Wednesday, November 7, 4pm-5pm

Lurie Engineering Center
1221 Beal Avenue
Ann Arbor, MI 48109

Johnson Conference Rooms

Max Shtein: “Nanocrystalline, Small Molecular Active Pharmaceutical Ingredients for
Precision Medicine Applications,” or, “Finally: a Path to Freedom From the Lipinski Criteria?”

Mark Kiel: “Is Genomics Ready for Artificial Intelligence?”


Max Shtein earned his BS in Chemical Engineering at UC Berkeley and PhD in Chemical Engineering at Princeton, where he developed key aspects of Organic Vapor Phase Deposition and invented Organic Vapor Jet Printing. He joined the Materials Science and Engineering department at U-M in 2004, where he now serves as Professor, with appointments in Chemical Engineering, Applied Physics, Macromolecular Science and Engineering, Art & Design, and as faculty co-director for the Undergraduate Program in Entrepreneurship in the College of Engineering. His work has been recognized through several awards: the Presidential Early Career Award for Scientists and Engineers (PECASE), the MSE Department Achievement Award, College of Engineering-wide Vulcans Prize for Excellence in Education, the Newport Award for Excellence and Leadership in Photonics and Optoelectronics, the Materials Research Society (MRS) graduate student Gold Medal Award, and others.
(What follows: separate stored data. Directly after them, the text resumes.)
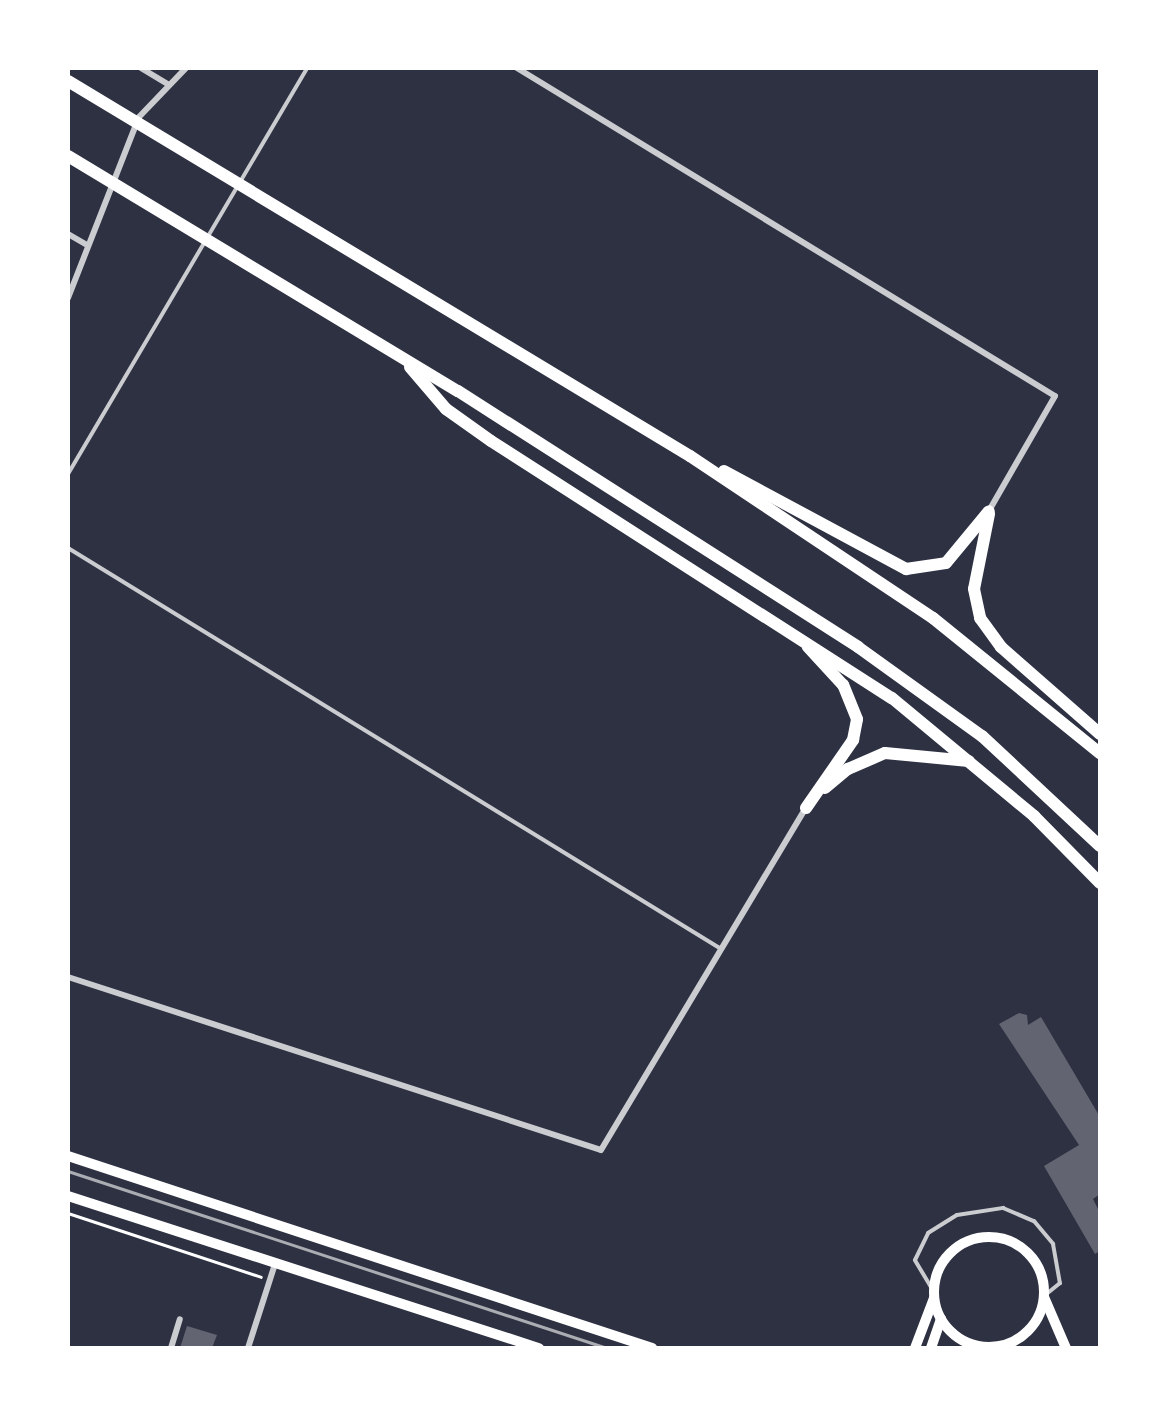 <!DOCTYPE html>
<style>
body{margin:0}
#map{position:relative;width:1168px;height:1416px;overflow:hidden;background:#2d3142;font-family:"DejaVu Sans",sans-serif}
div>[style]{position:absolute}
[style*='--x']{left:calc(var(--x)*1px);top:calc(var(--y)*1px);width:calc(var(--w)*1px);rotate:calc(var(--a)*1deg)}
.building>*{inset:0;background:#626471}
.path>*{height:2.5px;margin:-1.25px;padding:0 1.25px;transform-origin:1.25px;border-radius:1.25px;background:#fff}
.service>*{height:4px;margin:-2px;padding:0 2px;transform-origin:2px;border-radius:2px;background:#caccd0}
.minor>*{height:6px;margin:-3px;padding:0 3px;transform-origin:3px;border-radius:3px;background:#caccd0}
.tertiary>*{height:9px;margin:-4.5px;padding:0 4.5px;transform-origin:4.5px;border-radius:4.5px;background:#caccd0}
.secondary>*{height:10px;margin:-5px;padding:0 5px;transform-origin:5px;border-radius:5px;background:#fff}
.secondary>.ring{margin:-5px;padding:0;box-sizing:content-box;background:none;border:10px solid #fff;border-radius:50%}
.motorway>*{height:12px;margin:-6px;padding:0 6px;transform-origin:6px;border-radius:6px;background:#fff}
.tram>*{height:2.5px;margin:-1.25px;padding:0 1.25px;transform-origin:1.25px;border-radius:1.25px;background:#abadb3}
span{translate:-50% -50%;white-space:nowrap;text-align:center;line-height:1.15;-webkit-text-stroke:10px #fff;paint-order:stroke}
.frame{position:absolute;inset:0;border:70px solid #fff;pointer-events:none}
</style>
<div id="map">
<div class="building">
<div style="clip-path:polygon(1019px 1013px,1027px 1015px,1028px 1025px,1041px 1017px,1100px 1117px,1100px 1194px,1093px 1199px,1100px 1213px,1100px 1251px,1095px 1254px,1044px 1166px,1079px 1145px,999px 1024px)"></div>
<div style="clip-path:polygon(187px 1326px,217px 1335px,212px 1348px,180px 1348px)"></div>
</div>
<div class="path">
<div style="--x:68;--y:1213;--w:203;--a:18.3"></div>
</div>
<div class="service">
<div style="--x:68;--y:474;--w:471;--a:-59.5"></div>
<div style="--x:68;--y:548;--w:766;--a:31.55"></div>
<div style="--x:934;--y:1292;--w:37;--a:-121"></div>
<div style="--x:915;--y:1260;--w:30;--a:-64"></div>
<div style="--x:928;--y:1233;--w:34;--a:-32"></div>
<div style="--x:957;--y:1215;--w:47;--a:-8.7"></div>
<div style="--x:1003;--y:1208;--w:34;--a:23"></div>
<div style="--x:1034;--y:1221;--w:30;--a:50"></div>
<div style="--x:1053;--y:1244;--w:40;--a:80"></div>
<div style="--x:1060;--y:1283;--w:21;--a:141"></div>
</div>
<div class="minor">
<div style="--x:141;--y:68;--w:31;--a:31"></div>
<div style="--x:517;--y:68;--w:630;--a:31.37"></div>
<div style="--x:1055;--y:396;--w:133;--a:119.9"></div>
<div style="--x:68;--y:234;--w:20;--a:30"></div>
<div style="--x:68;--y:298;--w:194;--a:-68.6"></div>
<div style="--x:139;--y:117;--w:68;--a:-46.2"></div>
<div style="--x:68;--y:977;--w:560;--a:17.98"></div>
<div style="--x:601;--y:1150;--w:397;--a:-59.1"></div>
<div style="--x:171;--y:1348;--w:30;--a:-73"></div>
<div style="--x:248;--y:1348;--w:88;--a:-72.2"></div>
</div>
<div class="tertiary">
<div style="--x:982;--y:1347;--w:2;--a:27"></div>
</div>
<div class="secondary">
<div style="--x:68;--y:1156;--w:615;--a:18.2"></div>
<div style="--x:68;--y:1196;--w:495;--a:17.9"></div>
<div class="ring" style="left:934px;top:1237px;width:100px;height:100px"></div>
<div style="--x:1044;--y:1297;--w:56;--a:66.7"></div>
<div style="--x:915;--y:1348;--w:53;--a:-69.2"></div>
<div style="--x:931;--y:1348;--w:31;--a:-71"></div>
</div>
<div class="motorway">
<div style="--x:68;--y:81;--w:726;--a:31.09"></div>
<div style="--x:690;--y:456;--w:292;--a:33.7"></div>
<div style="--x:933;--y:618;--w:215;--a:39"></div>
<div style="--x:68;--y:156;--w:455;--a:31.1"></div>
<div style="--x:458;--y:391;--w:475;--a:32.6"></div>
<div style="--x:858;--y:647;--w:153;--a:35.7"></div>
<div style="--x:982;--y:736;--w:161;--a:43"></div>
<div style="--x:410;--y:367;--w:55;--a:49.4"></div>
<div style="--x:446;--y:409;--w:55;--a:35.4"></div>
<div style="--x:491;--y:441;--w:476;--a:32.7"></div>
<div style="--x:892;--y:698;--w:185;--a:39.7"></div>
<div style="--x:1034;--y:816;--w:94;--a:45.4"></div>
<div style="--x:724;--y:471;--w:207;--a:28.3"></div>
<div style="--x:906;--y:569;--w:40;--a:-8.5"></div>
<div style="--x:946;--y:563;--w:67;--a:-50.4"></div>
<div style="--x:989;--y:514;--w:76;--a:101.3"></div>
<div style="--x:974;--y:589;--w:30;--a:78"></div>
<div style="--x:980;--y:618;--w:36;--a:54"></div>
<div style="--x:1001;--y:647;--w:132;--a:41.3"></div>
<div style="--x:825;--y:788;--w:30;--a:-40"></div>
<div style="--x:848;--y:769;--w:40;--a:-23.4"></div>
<div style="--x:885;--y:753;--w:84;--a:5.4"></div>
<div style="--x:806;--y:808;--w:83;--a:-55.3"></div>
<div style="--x:853;--y:740;--w:21;--a:-79"></div>
<div style="--x:857;--y:719;--w:37;--a:-112"></div>
<div style="--x:843;--y:685;--w:52;--a:-132.6"></div>
</div>
<div class="tram">
<div style="--x:68;--y:1171;--w:567;--a:18.18"></div>
</div>
<div class="frame"></div>
</div>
He co-founded Arborlight, LLC ( – a multiple award-winning lighting technology), and co-authored the book Scalable Innovation: A Guide for Inventors, Entrepreneurs, and IP Professionals.

Nanocrystalline, Small Molecular Active Pharmaceutical Ingredients for
Precision Medicine Applications,” 
or, “Finally:  a Path to Freedom From the Lipinski Criteria?” Abstract:

We developed a completely solvent-free method for creating nanocrystals of nearly any small molecular active pharmaceutical ingredient (API), incorporating these crystals into virtually any delivery vehicle, and achieving ultra-precise and combination dosages. The nanoscopic size of the particles and coatings ensures their stability, while the ultra-high surface area enables order-of-magnitude increase in dissolution rate of lipophilic APIs in water. This new processing method is highly scalable and circumvents longstanding trade-offs encountered in developing small-molecular medicines. Having demonstrated enhancements in dissolution, as well as in vitro bioavailability, it appears that the aqueous solubility constraint embedded in the Lipinski Rule of Five may be circumventable. We are actively seeking collaborators from medicinal chemistry, pharmacology, biology, and other domains to develop breakthrough applications and treatments using this technology.



Mark Kiel, MD, PhD, a Molecular Genetic Pathology Fellow at U-M, is CSO & co-founder of Genomenon. Mark’s passion is to power the practice of precision medicine by organizing the world’s genomic knowledge. To that end, he created the Mastermind Genomic Search Engine.

“Is Genomics Ready for Artificial Intelligence?” Abstract:

Genome sequencing promises to improve diagnostic accuracy and patient outcomes in both oncology and genetics, but the volume and complexity of the data requires a significant manual process to ensure high-quality interpretation. In the wake of IBM Watson, is Genomic Medicine Ready for AI?